(Beginning of Material supplied)

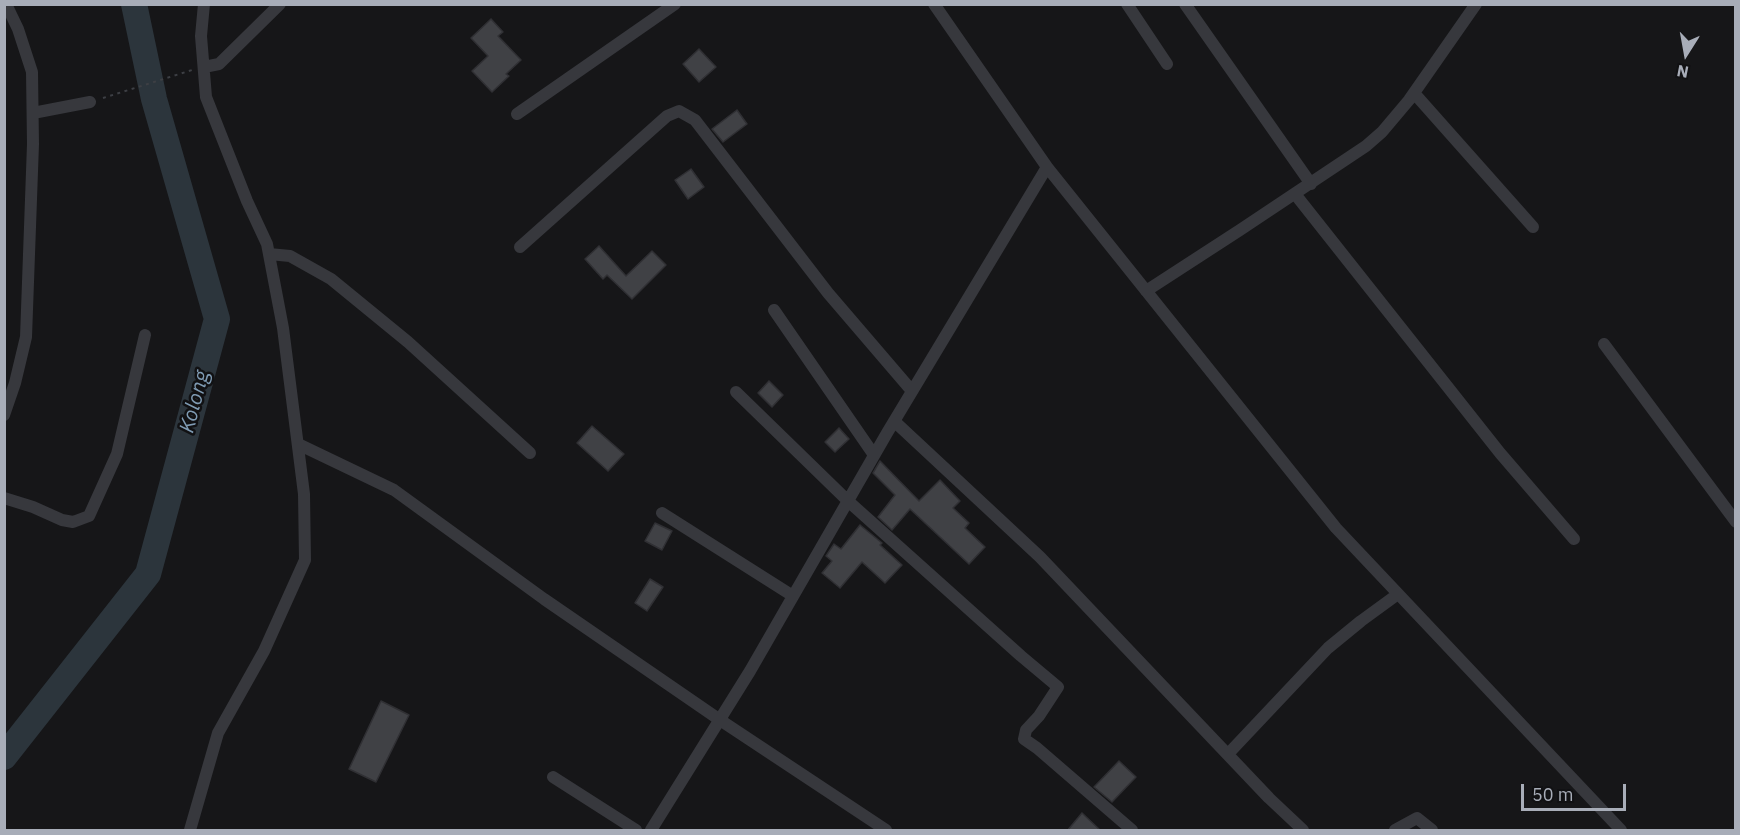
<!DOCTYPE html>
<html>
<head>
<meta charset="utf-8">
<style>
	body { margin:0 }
	#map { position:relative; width:1740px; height:835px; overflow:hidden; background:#161618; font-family:"IBM Plex Sans",sans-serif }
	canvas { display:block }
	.frame { position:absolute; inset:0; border:6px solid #a8adb8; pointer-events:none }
	.north { position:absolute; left:1656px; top:24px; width:60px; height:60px; -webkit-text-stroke:4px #111113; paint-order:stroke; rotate:191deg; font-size:16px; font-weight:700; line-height:24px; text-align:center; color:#a8adb8 }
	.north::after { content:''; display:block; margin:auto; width:21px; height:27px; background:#a8adb8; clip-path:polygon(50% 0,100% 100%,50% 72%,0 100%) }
	.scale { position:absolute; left:1521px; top:784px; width:105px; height:27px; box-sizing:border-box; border:3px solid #a8adb8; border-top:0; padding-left:8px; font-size:18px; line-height:21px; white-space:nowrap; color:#a8adb8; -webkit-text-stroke:4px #111113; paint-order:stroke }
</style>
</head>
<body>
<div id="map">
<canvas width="1740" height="835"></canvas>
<div class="frame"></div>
<div class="north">N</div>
<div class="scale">50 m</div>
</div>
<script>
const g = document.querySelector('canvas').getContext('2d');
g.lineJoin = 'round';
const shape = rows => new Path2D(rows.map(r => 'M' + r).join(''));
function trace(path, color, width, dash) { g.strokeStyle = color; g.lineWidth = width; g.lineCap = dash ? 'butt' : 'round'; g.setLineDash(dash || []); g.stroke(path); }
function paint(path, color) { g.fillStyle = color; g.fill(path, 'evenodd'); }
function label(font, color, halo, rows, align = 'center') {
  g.font = font + ' "IBM Plex Sans",sans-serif'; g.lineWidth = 5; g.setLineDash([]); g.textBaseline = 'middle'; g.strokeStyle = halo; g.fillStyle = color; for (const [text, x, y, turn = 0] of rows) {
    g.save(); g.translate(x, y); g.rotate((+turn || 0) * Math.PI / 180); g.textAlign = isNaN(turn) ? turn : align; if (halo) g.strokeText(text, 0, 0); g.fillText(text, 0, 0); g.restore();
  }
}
trace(shape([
	[4,757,148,574,217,319,154,99,134,4]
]), '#2c353c', 26);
const building = shape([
	[491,19,503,32,498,36,521,60,506,74,509,76,492,92,472,71,488,56,471,38,491,19],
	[699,49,716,67,699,82,683,64,699,49],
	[737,110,747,124,723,142,712,129,737,110],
	[691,169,704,187,688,199,675,180,691,169],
	[599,246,626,276,652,251,666,265,632,299,607,275,603,279,585,259,599,246],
	[769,381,783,395,772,407,758,393,769,381],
	[592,426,624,454,608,471,577,443,592,426],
	[839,428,849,439,835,452,825,442,839,428],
	[880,461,919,501,940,480,960,501,953,508,969,523,965,528,985,547,969,564,910,509,892,530,878,517,895,495,873,473,880,461],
	[655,523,672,531,662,550,645,541,655,523],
	[860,525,882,543,880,545,902,565,885,583,862,562,840,588,822,573,832,561,826,556,834,544,841,549,860,525],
	[650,579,663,587,647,611,635,603,650,579],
	[381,701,409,715,376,782,349,769,381,701],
	[1119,761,1136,777,1112,802,1094,787,1119,761],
	[1082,813,1101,831,1067,831,1082,813]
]);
paint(building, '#404145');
trace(building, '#303034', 1.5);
trace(shape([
	[103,98,192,70]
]), '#3d3f44', 2, [3, 4.5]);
trace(shape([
	[934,4,1047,167,1336,528,1621,830],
	[1127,4,1167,64],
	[1185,4,1311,184],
	[204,67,219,64,280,4],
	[1414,93,1533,227],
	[33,113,90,102],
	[517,114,675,4],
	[1295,194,1500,453,1574,539],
	[520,247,667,116,679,111,695,120,828,293,912,391],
	[269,254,290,256,331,279,408,342,530,453],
	[1146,291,1240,230,1366,146,1382,132,1409,100,1476,4],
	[774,310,874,455],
	[1604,344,1736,522],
	[736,392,848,501,1021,656,1058,687,1039,716,1026,730,1024,739,1037,748,1132,830],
	[4,415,15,383,26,337,33,144,32,72,18,29,6,4],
	[894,421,1040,557,1269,798,1303,830],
	[298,444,394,490,544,599,720,720,886,830],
	[4,498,33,507,62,520,73,522,89,516,117,454,145,335],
	[662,513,793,596],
	[1228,754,1328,648,1361,621,1398,594],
	[553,777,636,830],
	[190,830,218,733,264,651,305,560,304,494,283,328,267,244,247,201,206,97,201,36,204,4],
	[651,830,750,671,887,433,1047,167],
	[1395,830,1417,818,1432,830]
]), '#37383d', 12);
label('italic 21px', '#7f9bb3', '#111113', [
	["Kolong",195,402,-75]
]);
</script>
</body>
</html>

(End of Material supplied)

▸ **Activity**: Go through the entries and report every line with the string "fillStyle".

▸ **Exercise solution**:
function paint(path, color) { g.fillStyle = color; g.fill(path, 'evenodd'); }
  g.font = font + ' "IBM Plex Sans",sans-serif'; g.lineWidth = 5; g.setLineDash([]); g.textBaseline = 'middle'; g.strokeStyle = halo; g.fillStyle = color; for (const [text, x, y, turn = 0] of rows) {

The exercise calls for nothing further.